▶ [EXERCISE DETAILS]
Pick the lines holding the string "lists" out of the records and copy them.

Collected data
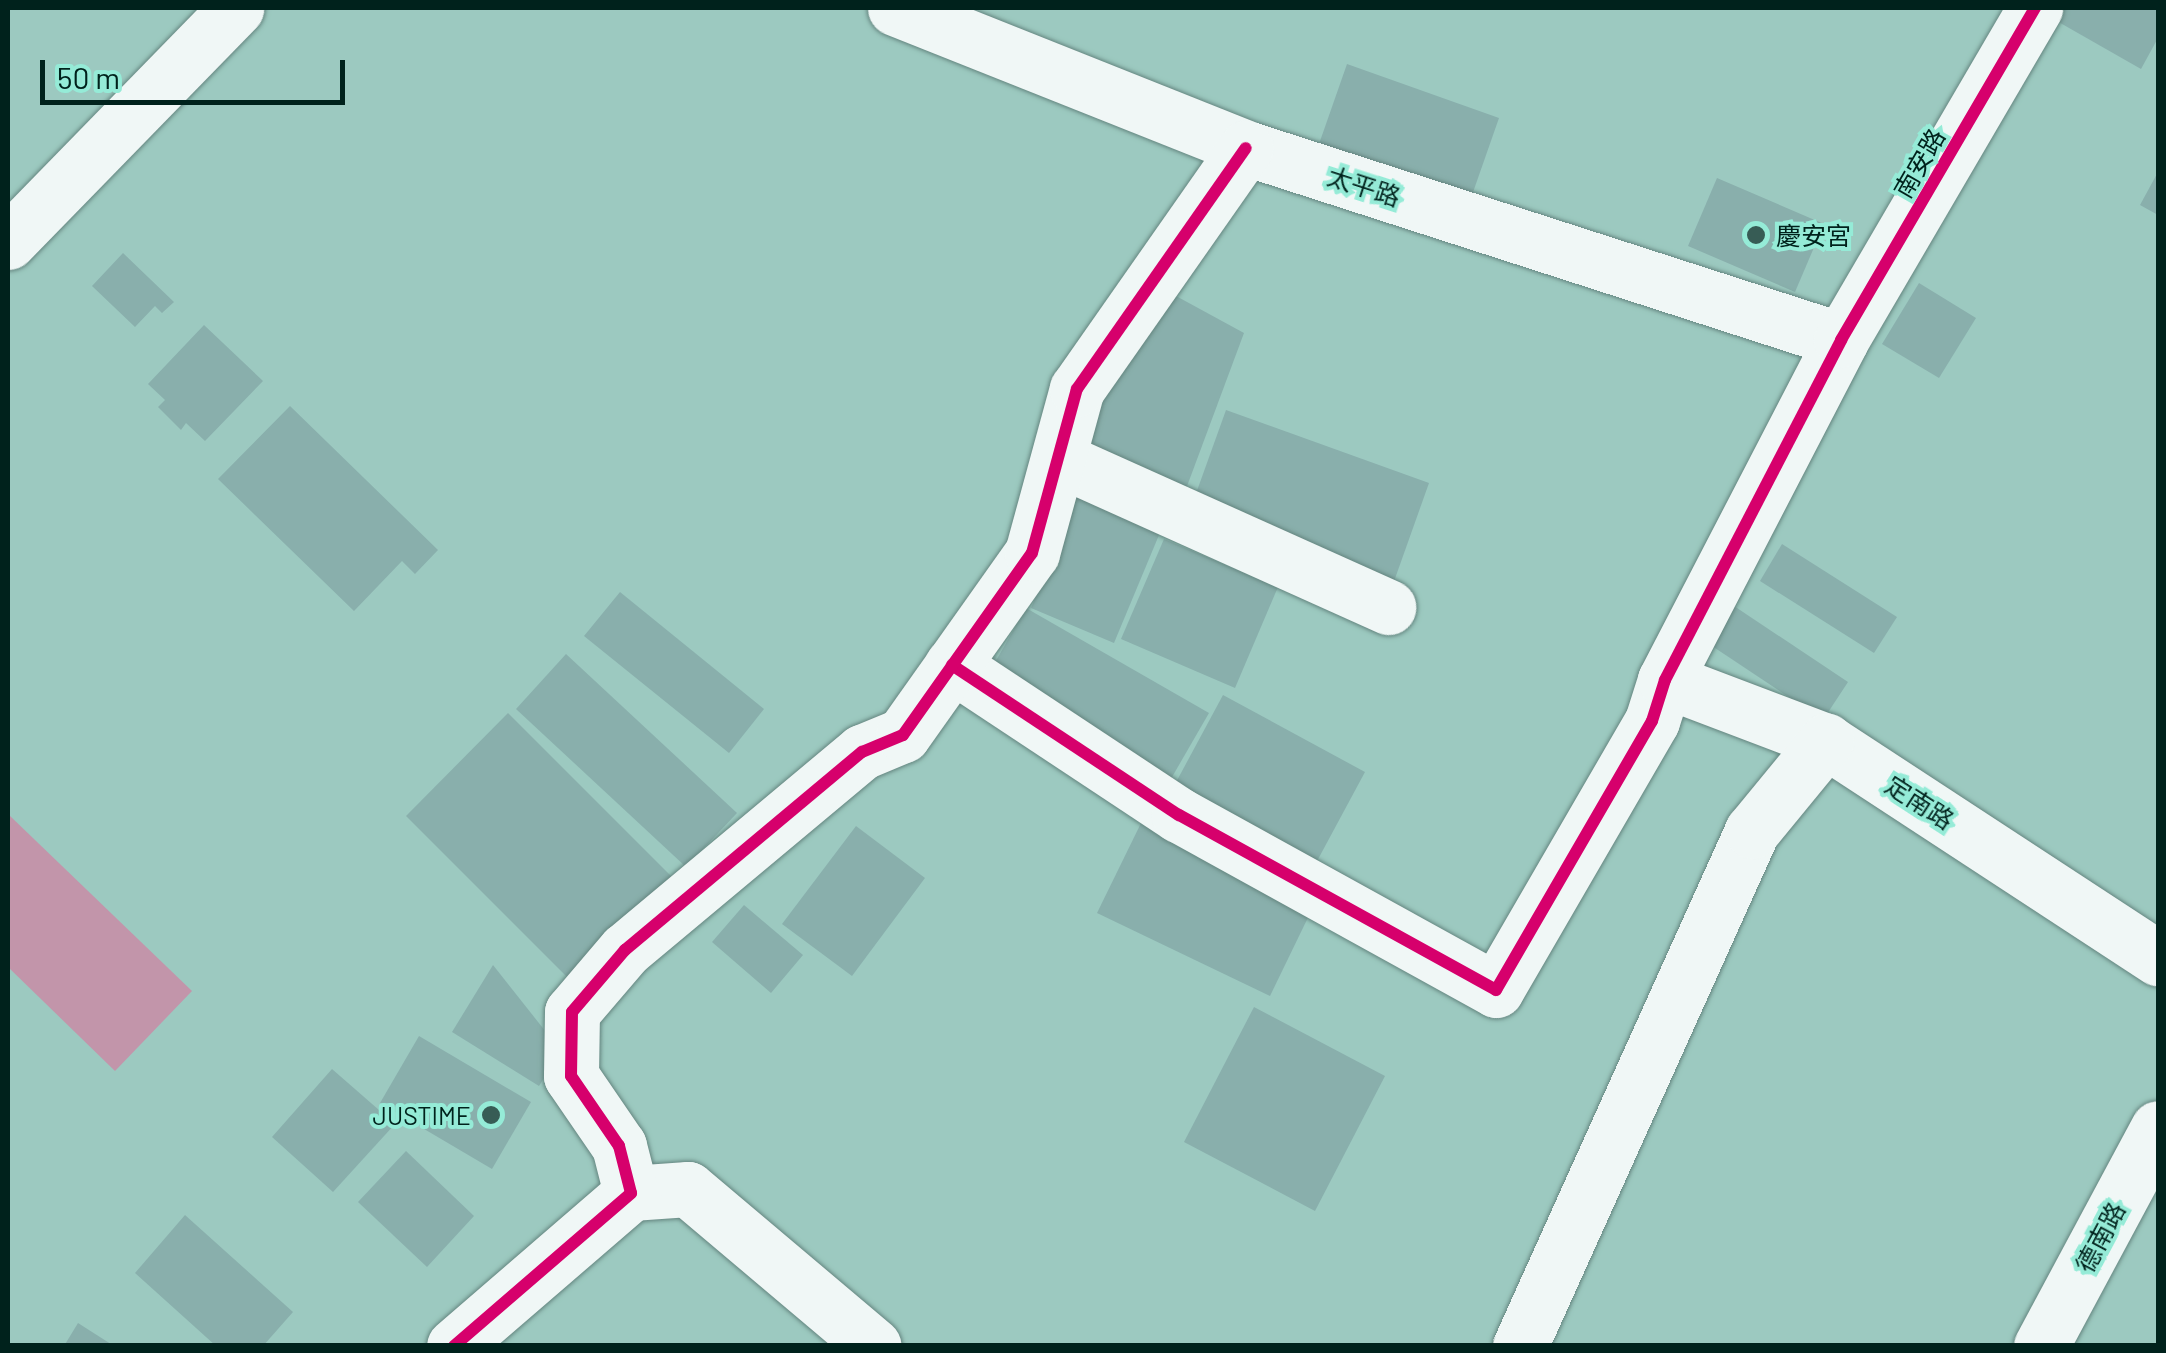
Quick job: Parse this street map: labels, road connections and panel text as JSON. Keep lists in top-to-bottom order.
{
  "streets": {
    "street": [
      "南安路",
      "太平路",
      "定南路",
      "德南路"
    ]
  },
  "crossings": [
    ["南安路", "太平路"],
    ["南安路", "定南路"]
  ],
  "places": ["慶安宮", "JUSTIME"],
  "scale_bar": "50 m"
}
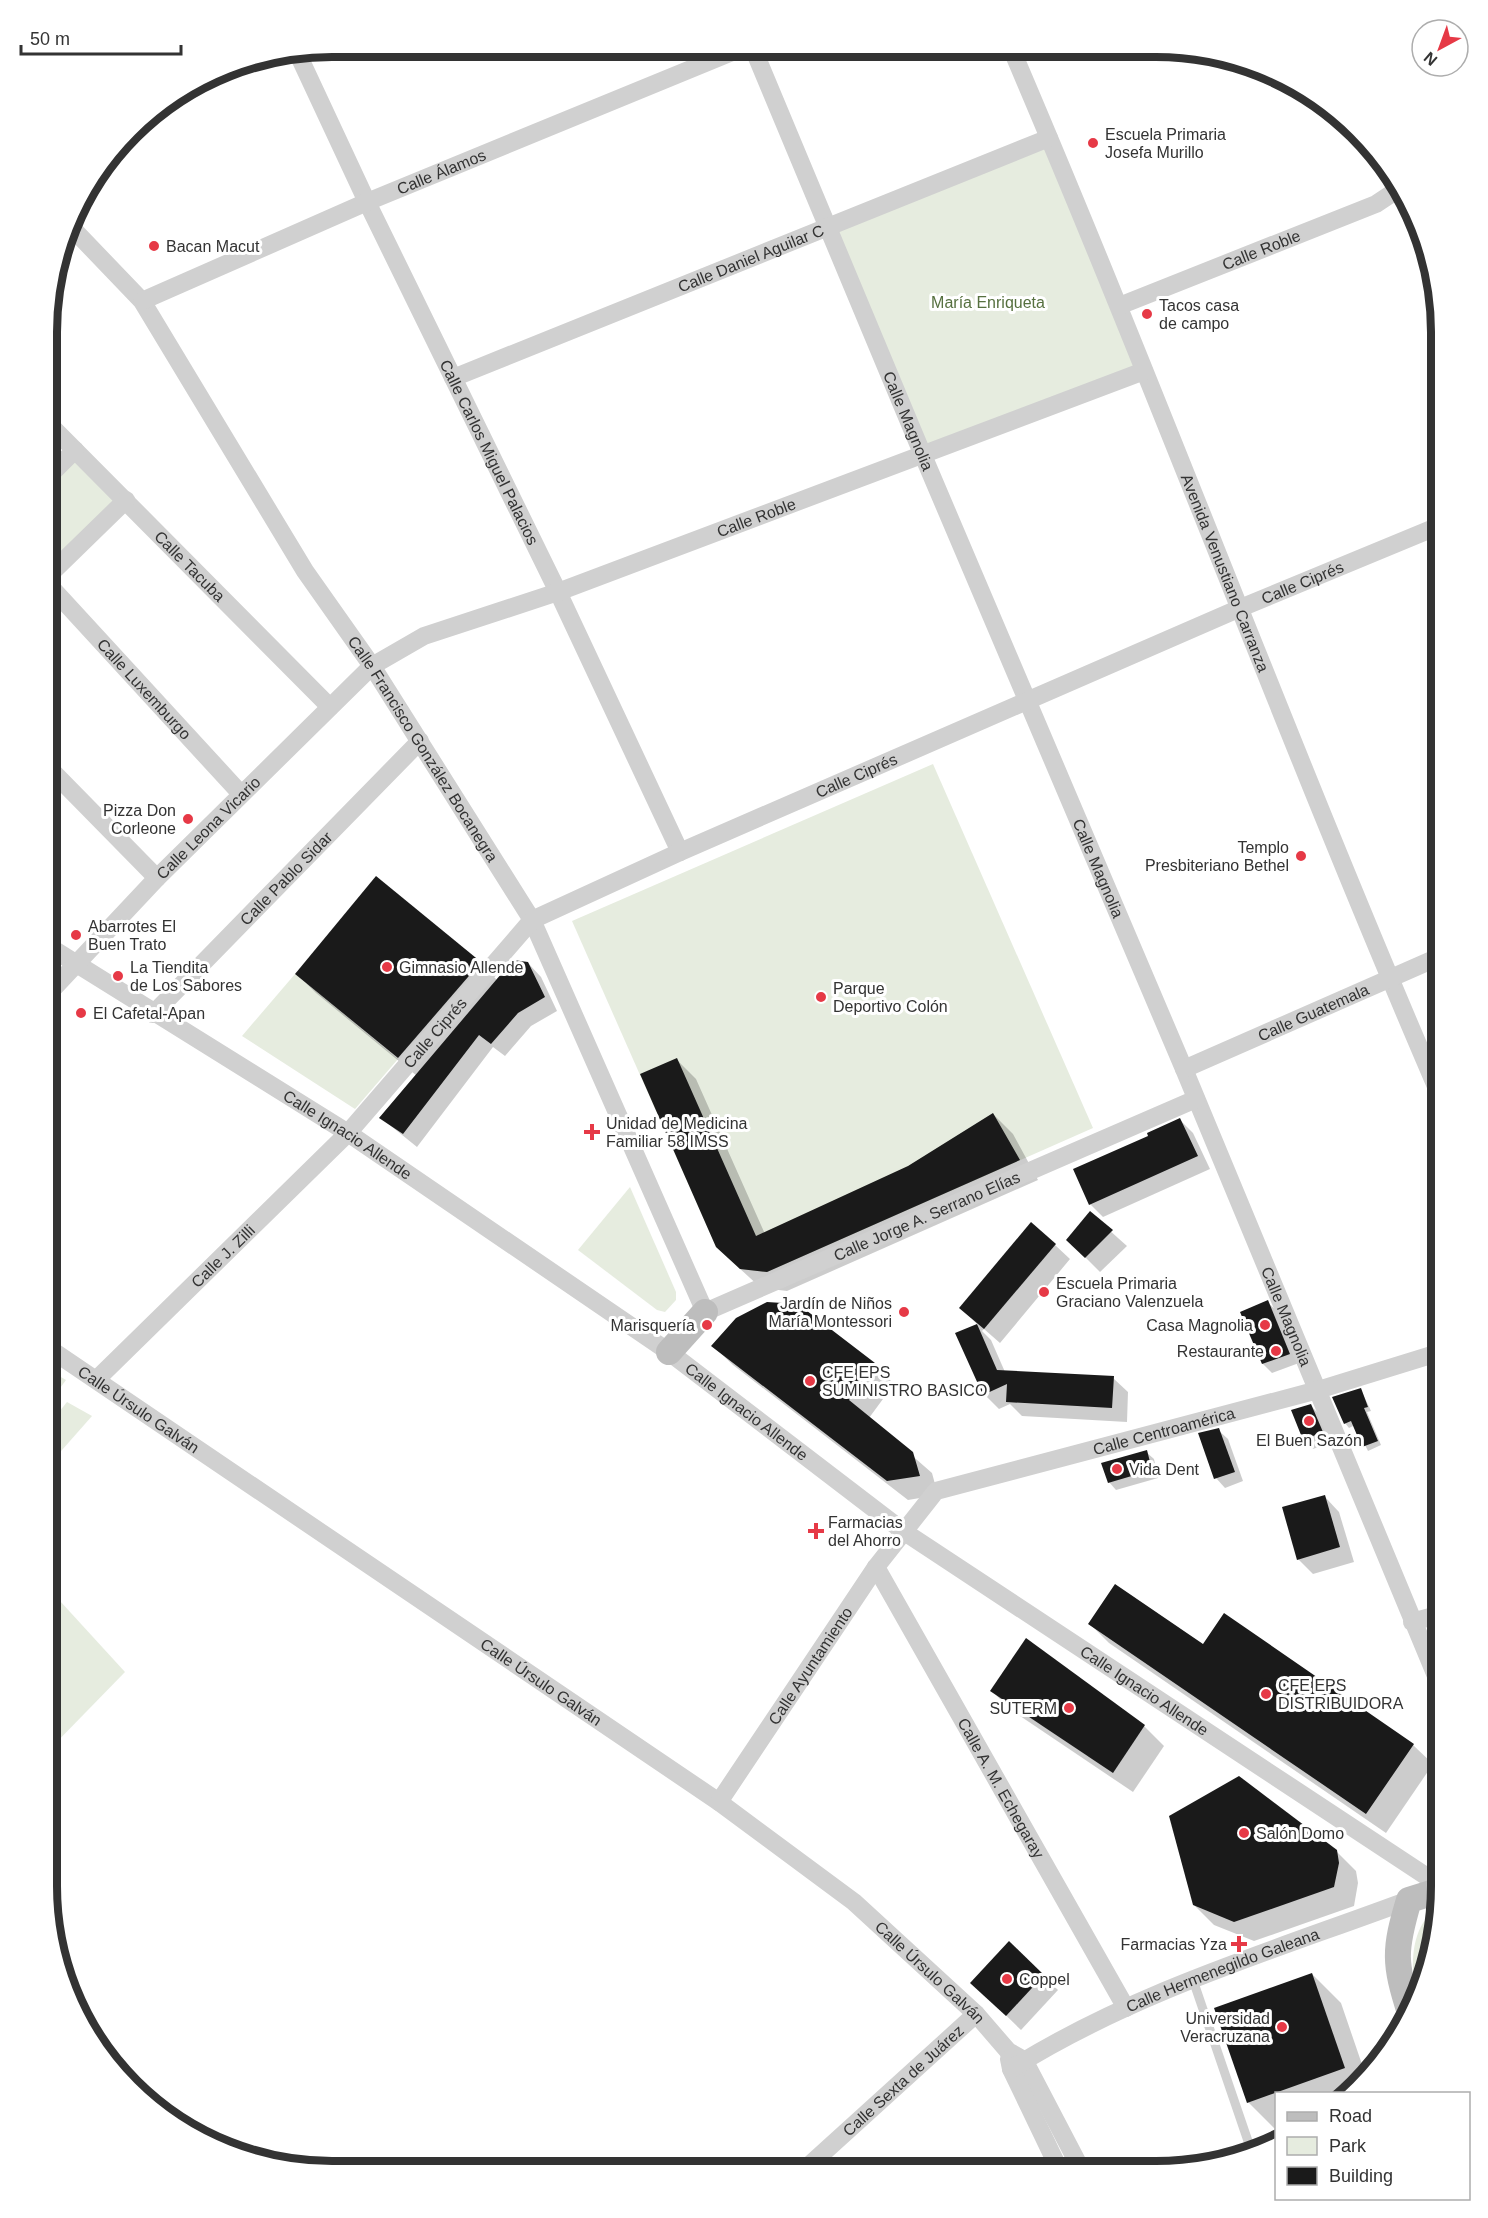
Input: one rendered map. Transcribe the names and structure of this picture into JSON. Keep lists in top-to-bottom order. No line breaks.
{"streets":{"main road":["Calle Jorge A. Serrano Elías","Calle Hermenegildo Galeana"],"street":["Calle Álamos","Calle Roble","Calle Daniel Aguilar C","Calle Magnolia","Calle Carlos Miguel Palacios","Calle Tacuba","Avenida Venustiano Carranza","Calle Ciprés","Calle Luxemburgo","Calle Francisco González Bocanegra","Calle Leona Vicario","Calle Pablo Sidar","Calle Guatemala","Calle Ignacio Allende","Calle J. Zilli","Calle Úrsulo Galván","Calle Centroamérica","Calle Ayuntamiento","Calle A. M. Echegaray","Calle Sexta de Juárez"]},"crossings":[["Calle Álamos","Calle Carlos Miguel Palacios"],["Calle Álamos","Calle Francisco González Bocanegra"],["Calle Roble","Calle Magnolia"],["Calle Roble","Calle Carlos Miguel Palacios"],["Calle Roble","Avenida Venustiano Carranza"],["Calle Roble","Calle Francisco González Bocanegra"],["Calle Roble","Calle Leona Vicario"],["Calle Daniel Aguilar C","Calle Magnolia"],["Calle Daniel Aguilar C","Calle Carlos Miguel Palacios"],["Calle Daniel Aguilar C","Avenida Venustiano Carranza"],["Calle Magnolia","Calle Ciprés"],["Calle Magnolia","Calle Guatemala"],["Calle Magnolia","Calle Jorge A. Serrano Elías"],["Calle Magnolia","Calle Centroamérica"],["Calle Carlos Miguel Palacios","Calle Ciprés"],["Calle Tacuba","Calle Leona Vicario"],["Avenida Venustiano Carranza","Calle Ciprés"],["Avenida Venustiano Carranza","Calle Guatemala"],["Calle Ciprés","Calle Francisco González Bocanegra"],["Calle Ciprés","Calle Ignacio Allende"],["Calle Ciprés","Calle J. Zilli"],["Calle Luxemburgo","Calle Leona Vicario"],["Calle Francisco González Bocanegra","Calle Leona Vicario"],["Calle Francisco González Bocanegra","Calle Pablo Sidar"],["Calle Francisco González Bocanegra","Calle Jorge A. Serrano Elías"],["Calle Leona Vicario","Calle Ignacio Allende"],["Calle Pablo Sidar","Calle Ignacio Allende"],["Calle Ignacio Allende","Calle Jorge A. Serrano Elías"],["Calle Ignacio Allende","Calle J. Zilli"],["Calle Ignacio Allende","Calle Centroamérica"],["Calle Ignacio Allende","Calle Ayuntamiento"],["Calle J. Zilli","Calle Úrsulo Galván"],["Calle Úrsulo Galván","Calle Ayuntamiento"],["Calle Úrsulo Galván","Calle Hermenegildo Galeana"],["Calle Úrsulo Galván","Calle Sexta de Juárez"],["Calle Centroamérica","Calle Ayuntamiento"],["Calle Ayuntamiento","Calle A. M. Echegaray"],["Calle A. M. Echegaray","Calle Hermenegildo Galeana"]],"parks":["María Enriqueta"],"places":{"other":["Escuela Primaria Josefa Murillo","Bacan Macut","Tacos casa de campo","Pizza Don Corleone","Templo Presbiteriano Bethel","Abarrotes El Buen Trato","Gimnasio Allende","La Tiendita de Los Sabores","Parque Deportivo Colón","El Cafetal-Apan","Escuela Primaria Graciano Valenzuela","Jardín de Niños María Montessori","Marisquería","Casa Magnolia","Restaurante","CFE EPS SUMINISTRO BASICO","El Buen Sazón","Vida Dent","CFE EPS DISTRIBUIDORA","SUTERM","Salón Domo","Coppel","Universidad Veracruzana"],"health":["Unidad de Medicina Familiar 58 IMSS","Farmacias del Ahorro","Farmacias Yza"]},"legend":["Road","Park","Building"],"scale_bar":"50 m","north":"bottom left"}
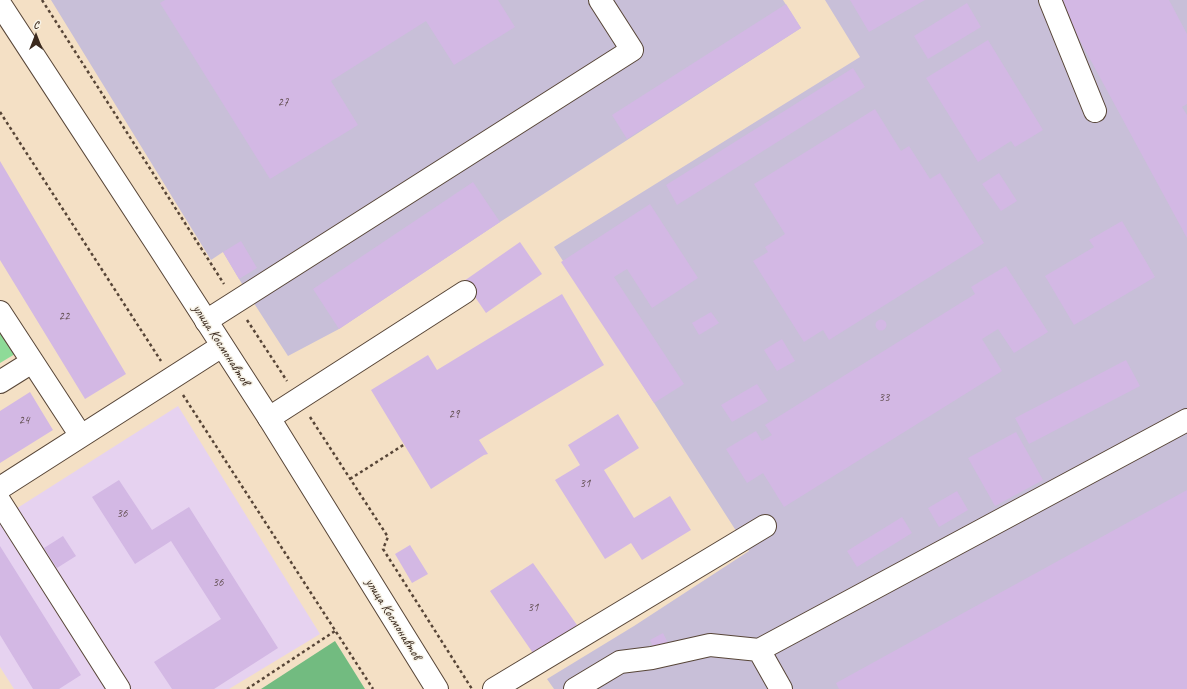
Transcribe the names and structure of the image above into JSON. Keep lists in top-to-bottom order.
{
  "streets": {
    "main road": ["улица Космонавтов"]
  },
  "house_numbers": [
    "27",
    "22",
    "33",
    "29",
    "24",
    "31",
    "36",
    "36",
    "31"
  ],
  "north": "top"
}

▶ [WRITTEN RESPONSE]
Quick job: Parse this street map: labels, road connections and panel text as JSON. Keep lists in top-to-bottom order.
Input: one rendered map. Transcribe the names and structure of this picture into JSON. Keep lists in top-to-bottom order. No line breaks.
Transcribe the names and structure of the image above into JSON. Keep lists in top-to-bottom order.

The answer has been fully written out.